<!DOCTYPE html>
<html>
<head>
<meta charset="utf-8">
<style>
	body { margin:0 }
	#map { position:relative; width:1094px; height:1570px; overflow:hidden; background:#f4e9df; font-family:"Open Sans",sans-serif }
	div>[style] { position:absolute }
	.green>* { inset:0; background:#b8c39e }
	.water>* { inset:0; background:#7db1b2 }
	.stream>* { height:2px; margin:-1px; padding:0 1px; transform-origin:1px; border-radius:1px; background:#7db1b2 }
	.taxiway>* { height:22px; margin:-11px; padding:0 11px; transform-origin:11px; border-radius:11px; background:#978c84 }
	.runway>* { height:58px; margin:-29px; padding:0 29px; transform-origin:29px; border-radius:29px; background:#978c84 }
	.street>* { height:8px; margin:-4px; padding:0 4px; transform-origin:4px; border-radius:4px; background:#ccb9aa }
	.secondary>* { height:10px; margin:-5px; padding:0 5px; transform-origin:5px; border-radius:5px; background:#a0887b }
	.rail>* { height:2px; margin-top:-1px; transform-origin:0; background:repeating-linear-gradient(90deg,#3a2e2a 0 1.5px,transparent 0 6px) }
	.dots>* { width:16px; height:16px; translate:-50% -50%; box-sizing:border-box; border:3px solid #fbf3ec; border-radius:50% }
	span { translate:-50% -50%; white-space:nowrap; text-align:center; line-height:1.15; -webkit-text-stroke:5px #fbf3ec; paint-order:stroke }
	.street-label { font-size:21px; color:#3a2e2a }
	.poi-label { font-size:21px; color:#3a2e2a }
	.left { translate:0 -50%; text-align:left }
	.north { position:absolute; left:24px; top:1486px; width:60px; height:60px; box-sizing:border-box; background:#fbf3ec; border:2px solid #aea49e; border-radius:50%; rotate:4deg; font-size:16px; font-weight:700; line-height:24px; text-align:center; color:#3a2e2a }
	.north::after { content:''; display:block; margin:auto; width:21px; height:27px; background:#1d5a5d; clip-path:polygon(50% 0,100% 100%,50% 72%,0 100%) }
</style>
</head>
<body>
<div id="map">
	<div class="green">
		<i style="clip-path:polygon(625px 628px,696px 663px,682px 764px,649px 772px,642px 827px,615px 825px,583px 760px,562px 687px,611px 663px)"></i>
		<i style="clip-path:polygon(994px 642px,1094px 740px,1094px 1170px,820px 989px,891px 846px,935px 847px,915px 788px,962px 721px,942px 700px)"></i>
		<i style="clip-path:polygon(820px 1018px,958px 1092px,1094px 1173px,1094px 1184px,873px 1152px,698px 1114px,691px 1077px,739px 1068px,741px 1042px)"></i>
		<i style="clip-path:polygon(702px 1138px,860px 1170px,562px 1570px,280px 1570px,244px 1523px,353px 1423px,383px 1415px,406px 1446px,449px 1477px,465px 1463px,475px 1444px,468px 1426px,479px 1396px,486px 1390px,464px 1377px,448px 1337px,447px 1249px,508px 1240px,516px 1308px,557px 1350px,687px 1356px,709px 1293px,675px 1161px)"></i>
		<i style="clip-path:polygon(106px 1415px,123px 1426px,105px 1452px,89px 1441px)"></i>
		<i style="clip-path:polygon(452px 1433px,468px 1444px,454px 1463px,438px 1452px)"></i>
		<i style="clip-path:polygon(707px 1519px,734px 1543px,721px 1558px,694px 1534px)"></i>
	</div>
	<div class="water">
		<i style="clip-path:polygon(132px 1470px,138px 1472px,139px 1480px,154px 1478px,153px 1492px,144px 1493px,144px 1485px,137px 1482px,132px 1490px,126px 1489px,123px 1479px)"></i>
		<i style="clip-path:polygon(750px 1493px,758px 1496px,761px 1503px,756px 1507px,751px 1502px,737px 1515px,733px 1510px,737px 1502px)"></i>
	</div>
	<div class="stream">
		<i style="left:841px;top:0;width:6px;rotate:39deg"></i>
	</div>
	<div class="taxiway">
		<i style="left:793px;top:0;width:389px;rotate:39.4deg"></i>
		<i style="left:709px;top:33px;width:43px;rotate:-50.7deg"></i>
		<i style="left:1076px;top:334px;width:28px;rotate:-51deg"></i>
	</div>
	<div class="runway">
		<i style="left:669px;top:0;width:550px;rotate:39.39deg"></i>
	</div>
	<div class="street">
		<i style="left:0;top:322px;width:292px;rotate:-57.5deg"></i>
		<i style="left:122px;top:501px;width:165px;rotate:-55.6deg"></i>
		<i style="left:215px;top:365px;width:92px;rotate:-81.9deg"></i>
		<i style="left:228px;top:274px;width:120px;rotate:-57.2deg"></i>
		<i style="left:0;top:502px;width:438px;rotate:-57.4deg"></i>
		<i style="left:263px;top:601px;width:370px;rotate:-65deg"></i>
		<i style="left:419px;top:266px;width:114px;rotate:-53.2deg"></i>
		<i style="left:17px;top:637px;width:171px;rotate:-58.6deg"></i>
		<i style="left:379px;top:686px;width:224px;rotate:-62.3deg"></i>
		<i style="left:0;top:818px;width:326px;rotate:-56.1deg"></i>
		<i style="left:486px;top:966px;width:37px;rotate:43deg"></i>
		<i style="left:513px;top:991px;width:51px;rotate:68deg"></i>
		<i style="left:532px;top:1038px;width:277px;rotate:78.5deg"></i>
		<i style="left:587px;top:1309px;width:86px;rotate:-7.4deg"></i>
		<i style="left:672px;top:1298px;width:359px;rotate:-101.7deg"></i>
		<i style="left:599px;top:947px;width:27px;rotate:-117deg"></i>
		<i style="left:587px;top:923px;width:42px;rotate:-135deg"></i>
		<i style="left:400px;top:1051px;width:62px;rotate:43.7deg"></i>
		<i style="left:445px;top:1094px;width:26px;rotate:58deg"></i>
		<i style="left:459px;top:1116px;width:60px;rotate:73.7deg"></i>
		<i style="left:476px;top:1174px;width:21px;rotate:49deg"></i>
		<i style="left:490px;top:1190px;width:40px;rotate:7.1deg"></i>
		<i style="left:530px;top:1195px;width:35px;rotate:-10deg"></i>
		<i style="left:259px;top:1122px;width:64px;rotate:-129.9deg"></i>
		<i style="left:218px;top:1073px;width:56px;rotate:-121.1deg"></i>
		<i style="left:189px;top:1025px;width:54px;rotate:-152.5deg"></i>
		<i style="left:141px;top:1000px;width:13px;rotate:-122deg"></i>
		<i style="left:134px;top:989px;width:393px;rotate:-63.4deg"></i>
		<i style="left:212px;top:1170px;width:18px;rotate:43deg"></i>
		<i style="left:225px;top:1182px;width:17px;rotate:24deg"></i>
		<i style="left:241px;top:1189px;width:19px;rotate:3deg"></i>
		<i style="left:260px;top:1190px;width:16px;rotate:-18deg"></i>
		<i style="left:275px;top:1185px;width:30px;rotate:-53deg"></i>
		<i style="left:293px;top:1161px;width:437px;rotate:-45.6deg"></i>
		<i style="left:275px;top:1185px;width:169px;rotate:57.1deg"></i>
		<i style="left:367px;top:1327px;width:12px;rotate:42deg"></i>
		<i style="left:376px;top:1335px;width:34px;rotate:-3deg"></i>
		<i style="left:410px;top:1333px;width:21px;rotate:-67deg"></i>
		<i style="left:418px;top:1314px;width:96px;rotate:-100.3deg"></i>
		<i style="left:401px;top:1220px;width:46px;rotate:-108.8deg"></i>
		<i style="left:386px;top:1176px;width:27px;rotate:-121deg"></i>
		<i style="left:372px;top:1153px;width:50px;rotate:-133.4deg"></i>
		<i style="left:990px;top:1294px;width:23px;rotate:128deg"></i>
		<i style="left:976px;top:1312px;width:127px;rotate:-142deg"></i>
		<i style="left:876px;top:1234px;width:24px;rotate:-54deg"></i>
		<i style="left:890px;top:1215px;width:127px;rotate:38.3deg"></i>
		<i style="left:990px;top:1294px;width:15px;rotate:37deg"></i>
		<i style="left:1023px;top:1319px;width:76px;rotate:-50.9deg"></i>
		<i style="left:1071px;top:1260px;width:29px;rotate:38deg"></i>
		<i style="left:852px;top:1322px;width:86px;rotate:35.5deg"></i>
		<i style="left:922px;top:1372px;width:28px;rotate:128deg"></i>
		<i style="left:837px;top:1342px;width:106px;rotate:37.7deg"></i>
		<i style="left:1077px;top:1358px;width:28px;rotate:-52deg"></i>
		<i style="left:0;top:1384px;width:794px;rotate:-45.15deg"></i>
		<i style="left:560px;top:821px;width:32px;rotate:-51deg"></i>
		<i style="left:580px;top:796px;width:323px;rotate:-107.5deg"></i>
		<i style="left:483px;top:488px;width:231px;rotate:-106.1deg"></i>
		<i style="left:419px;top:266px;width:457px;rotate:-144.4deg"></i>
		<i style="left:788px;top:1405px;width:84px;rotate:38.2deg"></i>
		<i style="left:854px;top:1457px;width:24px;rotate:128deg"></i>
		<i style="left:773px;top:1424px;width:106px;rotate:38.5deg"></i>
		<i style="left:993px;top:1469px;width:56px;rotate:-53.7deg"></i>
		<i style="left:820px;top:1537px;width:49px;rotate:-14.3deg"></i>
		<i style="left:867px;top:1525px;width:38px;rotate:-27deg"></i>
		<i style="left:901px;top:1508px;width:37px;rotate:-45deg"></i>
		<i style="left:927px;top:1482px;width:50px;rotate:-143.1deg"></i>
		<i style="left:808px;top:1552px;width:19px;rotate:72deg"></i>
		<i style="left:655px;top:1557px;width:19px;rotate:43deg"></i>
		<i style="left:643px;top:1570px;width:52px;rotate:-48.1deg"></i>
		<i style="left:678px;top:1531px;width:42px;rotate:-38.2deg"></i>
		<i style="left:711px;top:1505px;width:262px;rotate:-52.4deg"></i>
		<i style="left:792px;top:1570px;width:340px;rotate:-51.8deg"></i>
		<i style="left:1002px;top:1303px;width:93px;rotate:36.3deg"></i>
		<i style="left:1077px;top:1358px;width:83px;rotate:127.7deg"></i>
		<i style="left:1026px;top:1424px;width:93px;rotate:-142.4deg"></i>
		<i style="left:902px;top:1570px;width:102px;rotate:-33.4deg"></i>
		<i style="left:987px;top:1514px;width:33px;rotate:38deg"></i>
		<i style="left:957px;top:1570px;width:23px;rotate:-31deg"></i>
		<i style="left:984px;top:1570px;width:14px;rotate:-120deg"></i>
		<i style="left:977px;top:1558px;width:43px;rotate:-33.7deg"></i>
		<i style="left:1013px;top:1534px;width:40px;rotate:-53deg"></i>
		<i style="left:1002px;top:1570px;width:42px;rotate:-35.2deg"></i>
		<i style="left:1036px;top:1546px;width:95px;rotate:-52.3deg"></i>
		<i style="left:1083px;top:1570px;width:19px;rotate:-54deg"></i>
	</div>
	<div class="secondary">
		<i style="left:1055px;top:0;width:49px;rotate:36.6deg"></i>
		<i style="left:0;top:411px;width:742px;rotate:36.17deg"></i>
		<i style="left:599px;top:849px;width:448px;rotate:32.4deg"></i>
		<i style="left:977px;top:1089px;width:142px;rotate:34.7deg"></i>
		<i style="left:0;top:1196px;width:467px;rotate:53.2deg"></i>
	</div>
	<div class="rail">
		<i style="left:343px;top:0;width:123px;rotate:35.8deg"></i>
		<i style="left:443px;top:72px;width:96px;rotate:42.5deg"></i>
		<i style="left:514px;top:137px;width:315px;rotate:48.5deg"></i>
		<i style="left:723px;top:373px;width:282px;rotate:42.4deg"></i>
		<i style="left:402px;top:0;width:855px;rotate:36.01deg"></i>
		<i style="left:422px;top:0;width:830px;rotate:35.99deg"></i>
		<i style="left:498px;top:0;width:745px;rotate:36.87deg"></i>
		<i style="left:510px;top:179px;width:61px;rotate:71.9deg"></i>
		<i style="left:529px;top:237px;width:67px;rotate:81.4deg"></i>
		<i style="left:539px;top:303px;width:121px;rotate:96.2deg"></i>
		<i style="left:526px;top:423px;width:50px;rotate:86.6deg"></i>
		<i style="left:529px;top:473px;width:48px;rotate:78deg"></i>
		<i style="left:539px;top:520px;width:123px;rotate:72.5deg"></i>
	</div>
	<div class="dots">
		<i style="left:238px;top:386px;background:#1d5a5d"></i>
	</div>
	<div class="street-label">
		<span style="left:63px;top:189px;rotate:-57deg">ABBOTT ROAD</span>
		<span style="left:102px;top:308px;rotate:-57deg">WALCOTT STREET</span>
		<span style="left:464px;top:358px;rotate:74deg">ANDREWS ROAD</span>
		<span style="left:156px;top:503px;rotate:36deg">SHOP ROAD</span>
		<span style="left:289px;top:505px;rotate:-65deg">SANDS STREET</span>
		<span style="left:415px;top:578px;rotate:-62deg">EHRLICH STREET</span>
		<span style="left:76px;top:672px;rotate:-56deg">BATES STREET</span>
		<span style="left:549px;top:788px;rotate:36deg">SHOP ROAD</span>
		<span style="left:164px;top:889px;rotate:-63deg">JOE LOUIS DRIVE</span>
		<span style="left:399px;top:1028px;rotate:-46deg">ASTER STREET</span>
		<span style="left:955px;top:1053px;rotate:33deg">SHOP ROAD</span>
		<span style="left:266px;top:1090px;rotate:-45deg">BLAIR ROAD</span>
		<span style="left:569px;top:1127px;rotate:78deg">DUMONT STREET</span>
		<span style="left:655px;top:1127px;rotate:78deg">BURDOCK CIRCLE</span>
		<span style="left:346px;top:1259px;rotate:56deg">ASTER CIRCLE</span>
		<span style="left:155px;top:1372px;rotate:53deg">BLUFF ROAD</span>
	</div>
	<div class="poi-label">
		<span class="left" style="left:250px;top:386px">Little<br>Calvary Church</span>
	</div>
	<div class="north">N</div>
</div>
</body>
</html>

#####

* _ABOUT THIS TASK_: Copy every line of the entries above in which "runway" occurs.

* _REPLY TO THE TASK_:
	.runway>* { height:58px; margin:-29px; padding:0 29px; transform-origin:29px; border-radius:29px; background:#978c84 }
	<div class="runway">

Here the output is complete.